Collection entries
[Start of section]

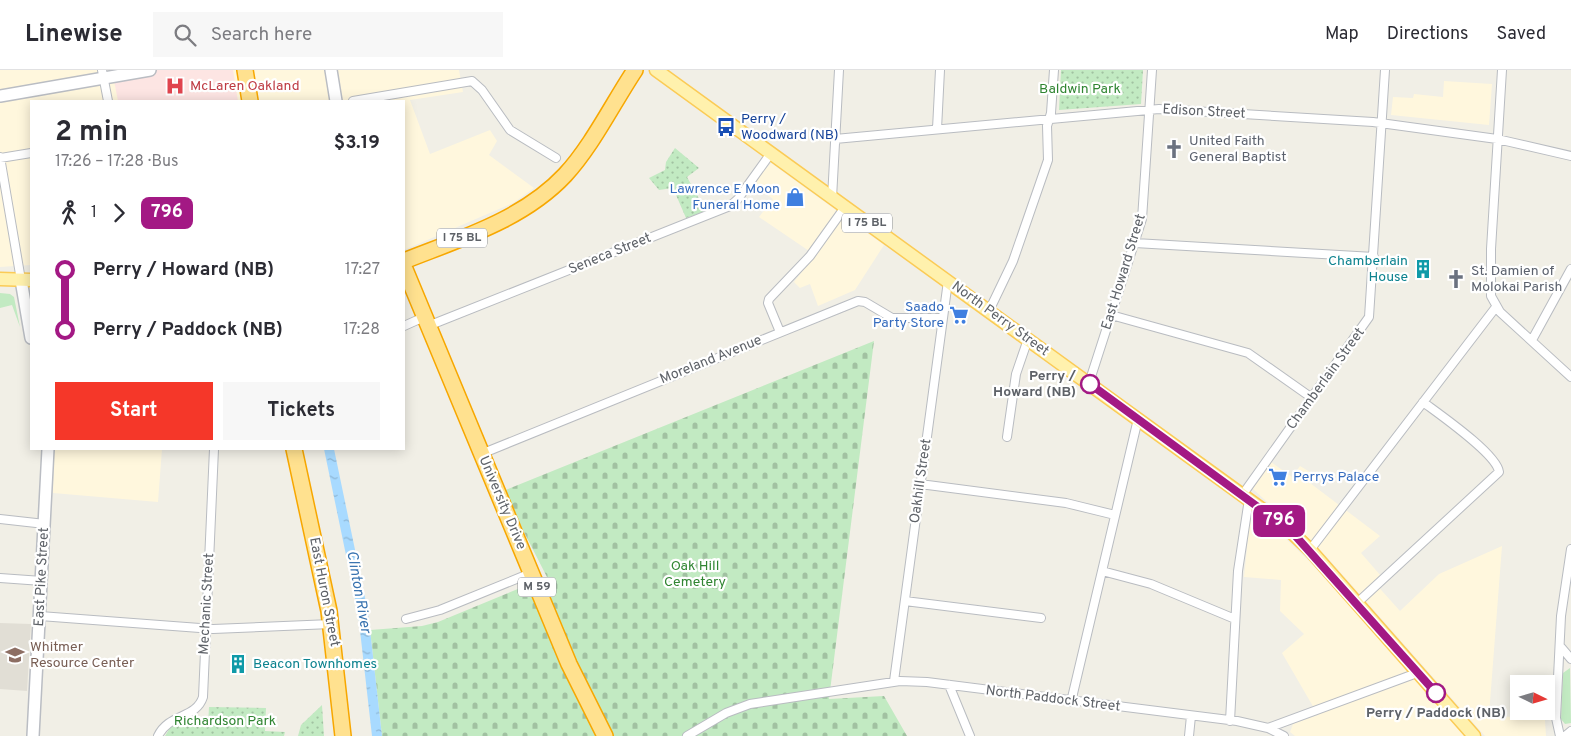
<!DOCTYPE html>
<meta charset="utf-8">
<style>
:root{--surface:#fff;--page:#f7f7f7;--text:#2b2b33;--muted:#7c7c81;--line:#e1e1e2;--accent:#f53729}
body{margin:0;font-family:Overpass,sans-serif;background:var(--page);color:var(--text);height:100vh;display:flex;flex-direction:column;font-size:19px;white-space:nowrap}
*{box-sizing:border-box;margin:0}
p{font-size:16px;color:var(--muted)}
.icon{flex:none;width:28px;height:28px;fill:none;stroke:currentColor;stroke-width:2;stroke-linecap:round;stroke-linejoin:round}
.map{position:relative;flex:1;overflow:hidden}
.panel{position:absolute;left:30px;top:30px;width:375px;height:350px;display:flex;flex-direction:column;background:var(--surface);border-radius:0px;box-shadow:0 2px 12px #0003}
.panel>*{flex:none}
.badge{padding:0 10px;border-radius:8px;font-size:18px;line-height:32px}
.needle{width:32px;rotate:95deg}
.controls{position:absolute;left:1510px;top:605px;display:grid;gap:10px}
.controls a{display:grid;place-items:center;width:45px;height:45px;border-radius:0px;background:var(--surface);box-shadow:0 2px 12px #0003;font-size:25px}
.map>.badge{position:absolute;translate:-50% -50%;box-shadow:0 0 0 2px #fff}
.legs{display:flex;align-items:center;gap:8px;height:55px;padding:0 25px;font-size:16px}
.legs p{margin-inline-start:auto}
.head{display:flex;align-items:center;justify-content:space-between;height:85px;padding:0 25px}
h1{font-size:28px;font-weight:700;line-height:38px}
.action{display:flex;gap:10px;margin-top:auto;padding:10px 25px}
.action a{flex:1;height:58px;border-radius:0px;background:var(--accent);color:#fff;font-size:20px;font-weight:700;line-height:58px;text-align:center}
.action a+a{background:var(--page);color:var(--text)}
ul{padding:0 25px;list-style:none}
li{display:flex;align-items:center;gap:18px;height:60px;font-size:19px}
li i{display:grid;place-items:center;width:8px;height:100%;margin:0 6px;background:currentColor}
li i::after{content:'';width:12px;height:12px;margin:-6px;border:4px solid;border-radius:50%;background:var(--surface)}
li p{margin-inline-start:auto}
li:first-child i{background:linear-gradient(#0000 50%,currentColor 0)}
li:last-child i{background:linear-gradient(currentColor 50%,#0000 0)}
header{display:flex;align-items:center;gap:30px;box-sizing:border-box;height:70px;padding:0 25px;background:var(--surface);border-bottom:1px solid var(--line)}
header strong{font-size:24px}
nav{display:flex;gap:28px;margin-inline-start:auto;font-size:18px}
.search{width:350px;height:45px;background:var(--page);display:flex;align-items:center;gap:12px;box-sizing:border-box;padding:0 18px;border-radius:0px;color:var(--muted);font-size:19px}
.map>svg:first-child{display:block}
.commercial{fill:#fff7dd}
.education{fill:#e1ded5}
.medical{fill:#fde5e3}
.grass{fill:#c2eac2}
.cemetery{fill:url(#cemetery-stones)}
.park{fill:url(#park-dots)}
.water{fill:url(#water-ripples)}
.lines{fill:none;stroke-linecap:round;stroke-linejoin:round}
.street-casing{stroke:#b9bcc1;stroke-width:10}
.secondary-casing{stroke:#babdc3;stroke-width:14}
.primary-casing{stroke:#fbcb56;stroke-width:15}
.highway-casing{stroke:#f7a700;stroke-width:18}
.street{stroke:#fff;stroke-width:8}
.secondary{stroke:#fff;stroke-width:11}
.primary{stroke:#fff1ad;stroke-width:12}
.highway{stroke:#ffe18f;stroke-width:15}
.line-1-casing{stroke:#fff;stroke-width:11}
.line-1{stroke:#a31984;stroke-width:8}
.stop-1-dot{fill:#fff;stroke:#a31984;stroke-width:2.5}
.labels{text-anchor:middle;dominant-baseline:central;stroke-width:4.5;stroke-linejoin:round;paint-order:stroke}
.shield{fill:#fff;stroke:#8e9195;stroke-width:1}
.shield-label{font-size:12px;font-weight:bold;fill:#5e6268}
.health-label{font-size:14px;fill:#be3a42;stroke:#fff;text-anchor:start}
.park-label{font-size:14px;fill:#308532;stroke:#fff}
.street-label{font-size:14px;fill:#5e6268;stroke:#fff}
.transit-label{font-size:14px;fill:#164399;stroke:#fff;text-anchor:start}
.worship-label{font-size:14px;fill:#5b616d;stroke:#fff;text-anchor:start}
.shop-label{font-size:14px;fill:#366cbe;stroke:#fff;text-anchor:end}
.culture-label{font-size:14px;fill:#0d838f;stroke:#fff;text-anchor:end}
.stop-label{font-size:14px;font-weight:bold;fill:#5e6268;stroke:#fff;text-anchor:end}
.education-label{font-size:14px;fill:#785e54;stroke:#fff;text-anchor:start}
.water-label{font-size:15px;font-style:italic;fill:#3a74b0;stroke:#fff}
</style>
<header>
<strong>Linewise</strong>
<div class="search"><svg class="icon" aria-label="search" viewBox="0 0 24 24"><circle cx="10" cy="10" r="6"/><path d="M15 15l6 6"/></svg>Search here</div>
<nav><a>Map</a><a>Directions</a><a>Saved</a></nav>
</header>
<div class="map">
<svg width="1571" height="666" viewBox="0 0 1571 666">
<defs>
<pattern id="cemetery-stones" width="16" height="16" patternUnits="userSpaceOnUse" patternTransform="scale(1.25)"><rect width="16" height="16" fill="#c2eac2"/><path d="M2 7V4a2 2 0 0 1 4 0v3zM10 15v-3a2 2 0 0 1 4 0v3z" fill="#a1c1a1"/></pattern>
<pattern id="park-dots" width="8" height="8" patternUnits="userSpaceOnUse" patternTransform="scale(1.25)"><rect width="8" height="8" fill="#c2eac2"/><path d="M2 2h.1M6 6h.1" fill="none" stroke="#a1c1a1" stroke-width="1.8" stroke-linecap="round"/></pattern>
<pattern id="water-ripples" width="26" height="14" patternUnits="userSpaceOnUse" patternTransform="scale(1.25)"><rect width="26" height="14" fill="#a8daff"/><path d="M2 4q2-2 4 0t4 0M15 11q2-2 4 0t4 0" fill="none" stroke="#8cb4d2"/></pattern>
</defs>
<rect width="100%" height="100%" fill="#f1efe6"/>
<!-- commercial -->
<path class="commercial" d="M0,0H459L463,22L410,30L430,84L490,60L497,71L489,85L534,118L513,133L404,180V31H31V195L0,197Z
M1444,11L1492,14L1489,55L1391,45L1393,27L1413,28L1414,24L1443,27Z
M771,93L884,175L855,220L818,236L810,214L800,218L794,212L815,185L759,147L773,129L753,114Z
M54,379H162L158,432L53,423Z
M1271,392L1292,407L1300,396L1315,405L1310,413L1380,466L1361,483L1381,506L1374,512L1400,541L1439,504L1502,476L1489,645L1545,650L1546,666H1485L1326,486L1252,418Z
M1251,440H1256L1310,492L1467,666H1295L1290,662L1293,654L1318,645L1282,583L1304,564L1280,541L1281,510L1244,507Z"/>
<!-- education -->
<path class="education" d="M0,553L31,554L27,621L0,619Z"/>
<!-- medical -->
<path class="medical" d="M112,0H233L238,31H118Z"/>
<!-- grass -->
<path class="grass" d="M0,223L10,224L14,227L20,257L12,235L0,238Z
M1570,598L1571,653L1565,654L1561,649L1563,603Z"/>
<!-- cemetery -->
<path class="cemetery" d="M874,271L829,629L884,626L907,666H382L370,560L422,556L438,552L547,507L503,421Z"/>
<!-- park -->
<path class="park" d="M1061,0H1143L1141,34L1059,40Z
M675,78L699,98L687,107L706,141L686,148L673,118L659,120L649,108L665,100L666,92Z
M322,635L324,666H298L301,655Z
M209,637L266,638L265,661L285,662L284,666H165L171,656L192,647V653L208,656Z"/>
<!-- water -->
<path class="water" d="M324,379H334L368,542L382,666H372L358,543Z"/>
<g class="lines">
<!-- street casing -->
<g class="street-casing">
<path id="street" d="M102,0L108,31
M1502,0L1491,179V226L1500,242L1571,307
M353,31L472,11L482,20L510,60L556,88
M937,59L940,0
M835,69L1159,39L1373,52L1497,69L1571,86
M0,87L21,210
M0,88L31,83
M832,128L839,0
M1135,173L1374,187
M989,241L1013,191L1048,90L1047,56L1051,43L1054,0
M1111,245L1248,283L1312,328
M404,256L424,247
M428,256L730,136L738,129L771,83
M780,262L768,233L769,229L810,186L845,137
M1532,270L1571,199
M1089,313L1142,149L1152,0
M1007,367L1016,304L1028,269
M481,384L858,231L865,232L892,248H943
M920,414L1066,433L1115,445
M1243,424L1369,247L1385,0
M0,449L45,454
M1310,480L1496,237
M1102,501L1151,514L1235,549
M0,508L42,511
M905,531L1041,548
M1356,534L1499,402C1497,384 1439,344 1423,332
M40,546L213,559L331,554
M406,549L440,540L531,503
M1560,576L1571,589
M894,611L948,211
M949,615L970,666
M1071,632L1138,349
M1230,651L1238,501L1249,429
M1268,658L1284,666
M158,666C169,643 196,649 203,627L214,379
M687,666L726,643L750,634L900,611L927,612L1237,651L1268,658L1417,603
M1189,666L1191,646
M1560,666L1556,648L1561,546L1571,479
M1565,666L1571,661"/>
</g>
<!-- secondary casing -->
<g class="secondary-casing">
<path id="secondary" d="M331,0L336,31
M0,26L150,0
M21,210L31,268
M33,666L48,379"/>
</g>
<!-- primary casing -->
<g class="primary-casing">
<path id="primary" d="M656,0L1285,456L1310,480L1474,666
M0,209L31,210"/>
</g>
<!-- highway casing -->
<g class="highway-casing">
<path id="highway" d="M245,0L250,31
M404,191C459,169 523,150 565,105C592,76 613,33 635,0
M404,197L569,594L605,666
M294,379L329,541L343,666"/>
</g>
<!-- street -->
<use href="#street" class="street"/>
<!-- secondary -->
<use href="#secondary" class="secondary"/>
<!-- primary -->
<use href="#primary" class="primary"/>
<!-- highway -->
<use href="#highway" class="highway"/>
</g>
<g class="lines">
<!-- line-1 casing -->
<g class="line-1-casing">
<path id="line-1" d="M1090,314L1292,462L1436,623"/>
</g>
<!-- line-1 -->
<use href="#line-1" class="line-1"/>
</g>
<!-- icons -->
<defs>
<g id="hospital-bare" transform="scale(1.5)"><path d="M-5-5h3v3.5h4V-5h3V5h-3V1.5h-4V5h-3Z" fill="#e0444e" stroke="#fff" stroke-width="2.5" paint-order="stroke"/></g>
<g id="bus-bare" transform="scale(1.5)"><path d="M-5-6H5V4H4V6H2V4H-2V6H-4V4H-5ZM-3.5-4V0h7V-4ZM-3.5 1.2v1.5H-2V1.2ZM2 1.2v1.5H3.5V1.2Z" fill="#1a4fb4" stroke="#fff" stroke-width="2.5" paint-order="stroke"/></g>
<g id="church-bare" transform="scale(1.5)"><path d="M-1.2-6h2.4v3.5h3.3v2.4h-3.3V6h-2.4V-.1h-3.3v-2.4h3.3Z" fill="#6b7280" stroke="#fff" stroke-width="2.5" paint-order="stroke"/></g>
<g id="shop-bare" transform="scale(1.5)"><path d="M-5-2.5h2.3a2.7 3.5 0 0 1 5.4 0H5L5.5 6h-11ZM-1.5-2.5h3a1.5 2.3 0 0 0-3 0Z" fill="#3f7fe0" stroke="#fff" stroke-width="2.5" paint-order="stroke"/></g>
<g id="building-bare" transform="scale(1.5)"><path d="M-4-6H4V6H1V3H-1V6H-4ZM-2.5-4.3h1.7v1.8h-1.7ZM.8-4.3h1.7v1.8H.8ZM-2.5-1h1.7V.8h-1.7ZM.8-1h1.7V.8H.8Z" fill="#0f9aa8" stroke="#fff" stroke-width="2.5" paint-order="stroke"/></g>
<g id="supermarket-bare" transform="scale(1.5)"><path d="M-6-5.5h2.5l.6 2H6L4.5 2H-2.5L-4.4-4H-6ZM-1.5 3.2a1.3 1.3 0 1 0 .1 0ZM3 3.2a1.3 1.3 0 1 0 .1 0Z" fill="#3f7fe0" stroke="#fff" stroke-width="2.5" paint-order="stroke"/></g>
<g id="school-bare" transform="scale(1.5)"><path d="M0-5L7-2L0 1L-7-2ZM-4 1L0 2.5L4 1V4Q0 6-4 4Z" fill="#8d6e63" stroke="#fff" stroke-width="2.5" paint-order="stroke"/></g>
</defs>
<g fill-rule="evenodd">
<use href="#hospital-bare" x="175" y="16"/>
<use href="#bus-bare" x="726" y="57"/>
<use href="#church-bare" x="1174" y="79"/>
<use href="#shop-bare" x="795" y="127"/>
<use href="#building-bare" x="1423" y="199"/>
<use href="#church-bare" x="1456" y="209"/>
<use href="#supermarket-bare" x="959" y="245"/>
<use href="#supermarket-bare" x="1278" y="407"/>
<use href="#school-bare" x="15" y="585"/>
<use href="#building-bare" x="238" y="594"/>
</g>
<!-- markers -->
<g class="stop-1-dot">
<circle cx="1090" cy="314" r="9"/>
<circle cx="1436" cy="623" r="9"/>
</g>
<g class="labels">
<!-- shield labels -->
<g class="shield">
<rect x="842" y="143.5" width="50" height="19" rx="4"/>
<rect x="437" y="158.5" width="50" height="19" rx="4"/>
<rect x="518" y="507.5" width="38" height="19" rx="4"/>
</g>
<g class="shield-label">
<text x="867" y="153">I 75 BL</text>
<text x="462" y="168">I 75 BL</text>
<text x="537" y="517">M 59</text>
</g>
<!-- health labels -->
<g class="health-label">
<text x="190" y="16">McLaren Oakland</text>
</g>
<!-- park labels -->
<g class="park-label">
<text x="1080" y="19">Baldwin Park</text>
<text x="695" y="496">Oak Hill<tspan x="695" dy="16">Cemetery</tspan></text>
<text x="225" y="651">Richardson Park</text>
</g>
<!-- street labels -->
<g class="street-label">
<text transform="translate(1204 42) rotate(3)">Edison Street</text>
<text transform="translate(610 184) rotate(-22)">Seneca Street</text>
<text transform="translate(1124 202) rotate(-73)">East Howard Street</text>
<text transform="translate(1000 249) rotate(36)">North Perry Street</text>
<text transform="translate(711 290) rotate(-22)">Moreland Avenue</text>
<text transform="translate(1326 309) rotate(-54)">Chamberlain Street</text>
<text transform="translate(921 411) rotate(-82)">Oakhill Street</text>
<text transform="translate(502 433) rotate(67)">University Drive</text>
<text transform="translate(42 507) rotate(-87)">East Pike Street</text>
<text transform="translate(324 522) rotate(79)">East Huron Street</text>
<text transform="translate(207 534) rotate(-87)">Mechanic Street</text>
<text transform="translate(1053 629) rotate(7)">North Paddock Street</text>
</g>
<!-- transit labels -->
<g class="transit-label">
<text x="741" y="49">Perry /<tspan x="741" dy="16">Woodward (NB)</tspan></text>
</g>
<!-- worship labels -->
<g class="worship-label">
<text x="1189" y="71">United Faith<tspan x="1189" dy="16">General Baptist</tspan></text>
<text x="1471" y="201">St. Damien of<tspan x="1471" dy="16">Molokai Parish</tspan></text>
</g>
<!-- shop labels -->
<g class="shop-label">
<text x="780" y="119">Lawrence E Moon<tspan x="780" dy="16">Funeral Home</tspan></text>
<text x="944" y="237">Saado<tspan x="944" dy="16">Party Store</tspan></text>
<text x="1293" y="407" text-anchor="start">Perrys Palace</text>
</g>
<!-- culture labels -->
<g class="culture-label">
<text x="1408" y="191">Chamberlain<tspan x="1408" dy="16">House</tspan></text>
<text x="253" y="594" text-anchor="start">Beacon Townhomes</text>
</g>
<!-- stop labels -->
<g class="stop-label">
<text x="1076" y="306">Perry /<tspan x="1076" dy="16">Howard (NB)</tspan></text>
<text x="1436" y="643" text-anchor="middle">Perry / Paddock (NB)</text>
</g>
<!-- education labels -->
<g class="education-label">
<text x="30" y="577">Whitmer<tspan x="30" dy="16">Resource Center</tspan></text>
</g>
<!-- water labels -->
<g class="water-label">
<text transform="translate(358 522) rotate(80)">Clinton River</text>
</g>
</g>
</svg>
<div class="controls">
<a><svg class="needle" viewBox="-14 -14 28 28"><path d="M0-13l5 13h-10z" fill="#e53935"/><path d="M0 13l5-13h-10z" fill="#7c7c81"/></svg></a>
</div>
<b class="badge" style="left:1279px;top:451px;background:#a31984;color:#fff">796</b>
<section class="panel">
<div class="head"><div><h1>2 min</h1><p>17:26 – 17:28 · Bus</p></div><b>$3.19</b></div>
<div class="legs"><svg class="icon" aria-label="walk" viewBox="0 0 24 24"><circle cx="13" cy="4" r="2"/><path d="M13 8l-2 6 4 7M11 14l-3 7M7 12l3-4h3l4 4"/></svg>1<svg class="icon" aria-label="forward" viewBox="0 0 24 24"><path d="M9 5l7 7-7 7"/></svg><b class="badge" style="background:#a31984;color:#fff">796</b></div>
<ul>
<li><i style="color:#a31984"></i><b>Perry / Howard (NB)</b><p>17:27</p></li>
<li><i style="color:#a31984"></i><b>Perry / Paddock (NB)</b><p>17:28</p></li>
</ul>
<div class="action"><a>Start</a><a>Tickets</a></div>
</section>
</div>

[End of section]

=== Try it ===
Looking at the records, report the number of lines that hold the string "controls", with no other text.

=== Solution to this exercise ===
3